*Required action*:
Could you copy every line from the material below in which "lineWidth" appears?
----
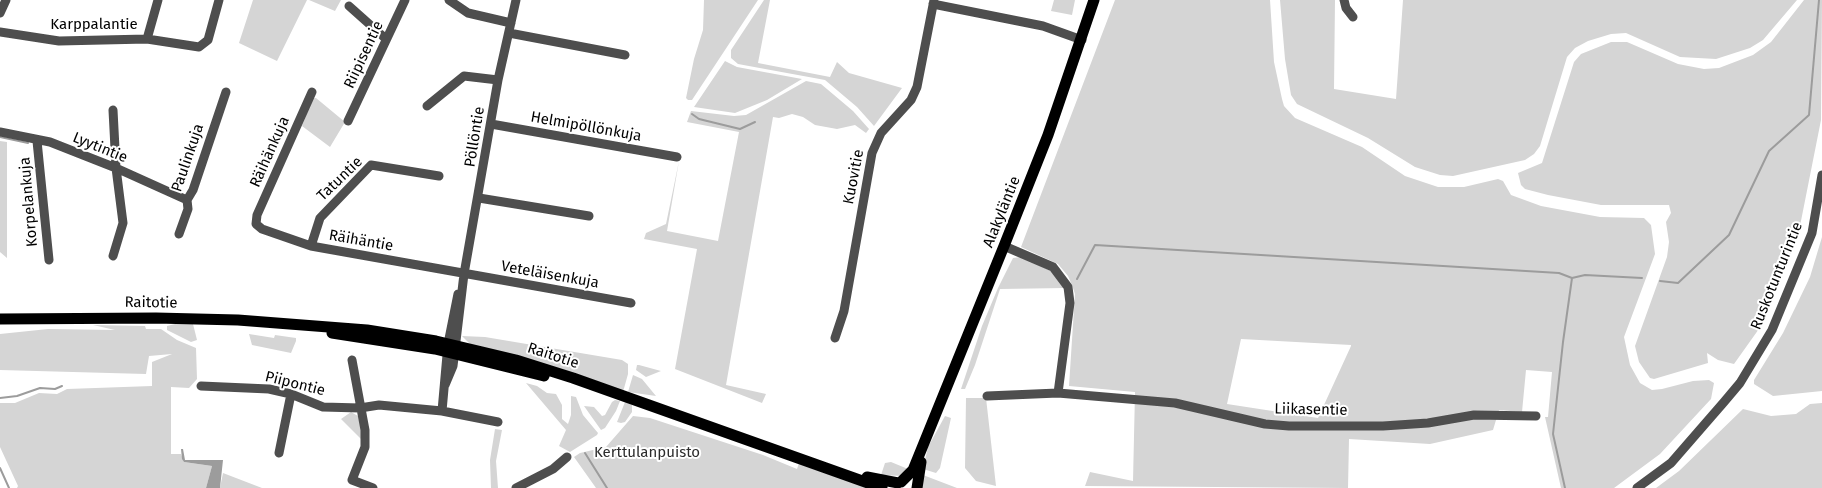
<!DOCTYPE html>
<html>
<head>
<meta charset="utf-8">
<style>
	body { margin:0 }
	canvas { display:block; background:#fff }
</style>
</head>
<body>
<canvas width="1822" height="488"></canvas>
<script>
const c = document.querySelector('canvas').getContext('2d');
c.lineJoin = 'round';
function fill(path, color) { c.fillStyle = color; c.fill(path, 'evenodd'); }
const poly = rows => new Path2D(rows.map(r => 'M' + r).join(''));
function strokePath(path, color, width, dash) { c.strokeStyle = color; c.lineWidth = width; c.lineCap = dash ? 'butt' : 'round'; c.setLineDash(dash || []); c.stroke(path); }
function write(font, color, halo, rows, align = 'center') {
  c.font = font + ' "Fira Sans",sans-serif'; c.lineWidth = 4; c.setLineDash([]); c.textBaseline = 'middle'; c.strokeStyle = halo; c.fillStyle = color; for (const [text, x, y, turn = 0] of rows) {
    c.save(); c.translate(x, y); c.rotate((+turn || 0) * Math.PI / 180); c.textAlign = isNaN(turn) ? turn : align; if (halo) c.strokeText(text, 0, 0); c.fillText(text, 0, 0); c.restore();
  }
}
fill(poly([
	[253,0,307,0,277,61,239,43],
	[309,0,341,0,335,11],
	[704,0,758,0,692,100,688,100,686,98,694,59,703,30],
	[764,0,770,0,758,63,830,77,837,62,849,73,902,88,874,126,857,107,825,80,738,64,731,58,731,50],
	[1054,0,1075,0,1072,15,1051,11],
	[1115,0,1270,0,1274,62,1282,99,1284,106,1295,118,1362,147,1405,176,1438,187,1464,187,1498,179,1503,181,1511,195,1541,206,1600,217,1644,218,1651,225,1655,254,1624,337,1630,365,1640,383,1652,390,1662,389,1693,381,1709,380,1714,383,1711,399,1660,454,1614,488,1561,488,1545,417,1548,417,1552,372,1526,370,1522,412,1499,410,1493,430,1430,444,1349,439,1348,488,1085,486,1090,472,1133,481,1135,392,1069,386,1075,294,1072,285,1068,276,1058,264,1021,247],
	[1241,339,1351,345,1351,346,1318,418,1227,404],
	[1280,0,1335,0,1334,89,1396,99,1403,0,1797,0,1763,40,1750,48,1716,59,1680,57,1626,33,1611,34,1588,41,1575,48,1567,57,1540,146,1534,154,1525,160,1453,176,1440,175,1415,167,1368,138,1297,104,1291,95,1285,59],
	[1804,0,1822,0,1821,120,1798,236,1761,326,1734,364,1718,360,1707,353,1708,363,1654,379,1650,378,1639,362,1635,346,1667,257,1669,242,1666,222,1671,213,1669,205,1601,205,1548,195,1525,189,1521,185,1518,173,1542,163,1574,62,1581,54,1611,42,1627,42,1678,64,1704,69,1719,68,1753,55,1771,42],
	[725,61,737,67,802,79,767,100,735,113,694,107],
	[806,81,821,84,853,111,869,129,866,133,855,125,837,129,815,125,803,117,792,114,779,118,773,117,726,385,766,394,762,403,675,369,697,249,644,239,646,233,666,224,679,161,667,231,718,241,739,132,687,122,691,111,734,116,746,115],
	[313,98,316,98,345,122,330,147,302,126],
	[0,141,7,142,7,258,0,252],
	[1822,237,1822,391,1773,396,1754,384,1754,380,1783,333,1810,277],
	[1021,257,1049,270,1056,275,1065,288,1000,289,975,365,965,389,961,389,982,326,998,288,1013,258],
	[175,324,193,324,197,340,191,342,167,330,167,326],
	[93,325,145,326,146,329,161,329,177,340,196,348,197,379,189,388,171,387,171,454,181,454,184,462,212,466,206,488,17,488,18,486,0,447,0,403,15,403,39,393,57,394,67,389,152,386,152,362,172,354,149,356,146,374,0,370,0,334,48,329,115,330],
	[249,334,274,338,275,335,296,338,296,341,291,353,252,345],
	[462,336,485,337,622,360,628,364,628,374,623,392,471,345],
	[637,365,639,365,661,371,646,377,636,370],
	[633,375,642,379,656,396,628,392],
	[526,383,537,386,547,393,556,394,562,405,562,419,568,424,571,415,571,396,576,397,583,415,598,433,597,435,570,452,559,446,566,430],
	[966,398,986,398,996,486,976,481,965,468],
	[615,400,620,401,616,411,605,428,601,430,584,406,594,407,602,416,605,415,612,402],
	[625,402,632,405,632,412,625,422,621,423,617,422],
	[1822,403,1822,488,1656,488,1679,471,1743,409,1771,416,1796,414,1810,404],
	[351,412,358,416,362,434,361,439,341,419],
	[633,416,650,418,763,455,797,469,799,463,869,488,596,488,574,457,580,453,606,447],
	[945,416,951,418,940,468,936,473,923,469,928,447],
	[495,429,502,430,496,461,498,488,491,488,490,460],
	[891,462,908,469,902,476,881,475,885,463],
	[223,473,262,488,220,488],
	[923,475,957,488,922,488]
]), '#d5d5d5');
fill(poly([
	[181,449,183,449,185,460,223,460,220,488,206,488,212,466,184,462,182,459]
]), '#9c9c9c');
strokePath(poly([
	[692,114,699,119,740,129,755,122],
	[0,137,28,143],
	[1077,279,1095,245,1559,273,1572,278],
	[1660,281,1678,283,1729,235,1769,151,1809,115,1819,0],
	[0,398,17,396,40,388,55,389,62,386],
	[585,453,607,488],
	[0,468,9,488],
	[1565,488,1553,434,1563,342,1572,278,1585,275,1642,278]
]), '#9c9c9c', 2);
strokePath(poly([
	[449,0,468,13,511,23],
	[1344,0,1346,8,1353,17],
	[933,4,1043,26,1082,40],
	[349,6,386,39],
	[0,13,6,0],
	[0,32,59,41,147,39,158,0],
	[509,33,625,55],
	[147,39,199,47,208,40,219,0],
	[312,92,257,215,256,224,262,229,311,246,631,303],
	[427,106,464,76,498,80],
	[113,110,116,168,123,223,113,256],
	[348,121,405,0],
	[491,124,677,157],
	[0,132,50,142,116,168,187,200],
	[37,141,49,260],
	[479,198,589,216],
	[179,234,188,209,187,200,193,190,226,92],
	[311,246,320,218,371,165,439,176],
	[1004,246,1053,267,1068,287,1070,303,1058,393,1175,403,1265,424,1289,426,1383,426,1428,423,1474,415,1536,416],
	[835,338,844,311,872,153,881,133,911,100,917,87,934,0],
	[352,360,365,430,365,447,352,480,373,488],
	[445,385,453,366,464,274,498,80,516,0],
	[201,386,269,389,291,394,323,407,360,408,379,405,442,411,448,344,458,294],
	[987,396,1058,393],
	[442,411,498,422],
	[279,453,291,394],
	[516,488,553,469,567,457],
	[1637,488,1671,463,1724,402,1740,383,1772,330,1812,233,1822,175]
]), '#4e4e4e', 9);
strokePath(poly([
	[0,319,156,318,238,320,367,330,436,341,516,360,573,378,882,488],
	[332,333,435,349,544,376],
	[867,477,898,483],
	[901,482,913,470,1004,246,1048,135,1094,0],
	[917,488,921,462]
]), '#000', 11);
write('15px', '#000', '#fff', [
	["Karppalantie",94,25],
	["Riipisentie",364,55,-65],
	["Helmipöllönkuja",586,127,10],
	["Pöllöntie",475,137,-81],
	["Lyytintie",100,148,22],
	["Räihänkuja",270,152,-66],
	["Paulinkuja",188,158,-71],
	["Kuovitie",854,177,-79],
	["Tatuntie",340,179,-44],
	["Korpelankuja",29,202,-95],
	["Alakyläntie",1002,212,-68],
	["Räihäntie",361,241,10],
	["Veteläisenkuja",550,275,10],
	["Ruskotunturintie",1777,276,-68],
	["Raitotie",151,303,1],
	["Raitotie",553,356,18],
	["Piipontie",295,384,14],
	["Liikasentie",1311,410,1]
]);
write('15px', '#2c2c2c', '#fff', [
	["Kerttulanpuisto",647,453]
]);
</script>
</body>
</html>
----
*Answer*:
function strokePath(path, color, width, dash) { c.strokeStyle = color; c.lineWidth = width; c.lineCap = dash ? 'butt' : 'round'; c.setLineDash(dash || []); c.stroke(path); }
  c.font = font + ' "Fira Sans",sans-serif'; c.lineWidth = 4; c.setLineDash([]); c.textBaseline = 'middle'; c.strokeStyle = halo; c.fillStyle = color; for (const [text, x, y, turn = 0] of rows) {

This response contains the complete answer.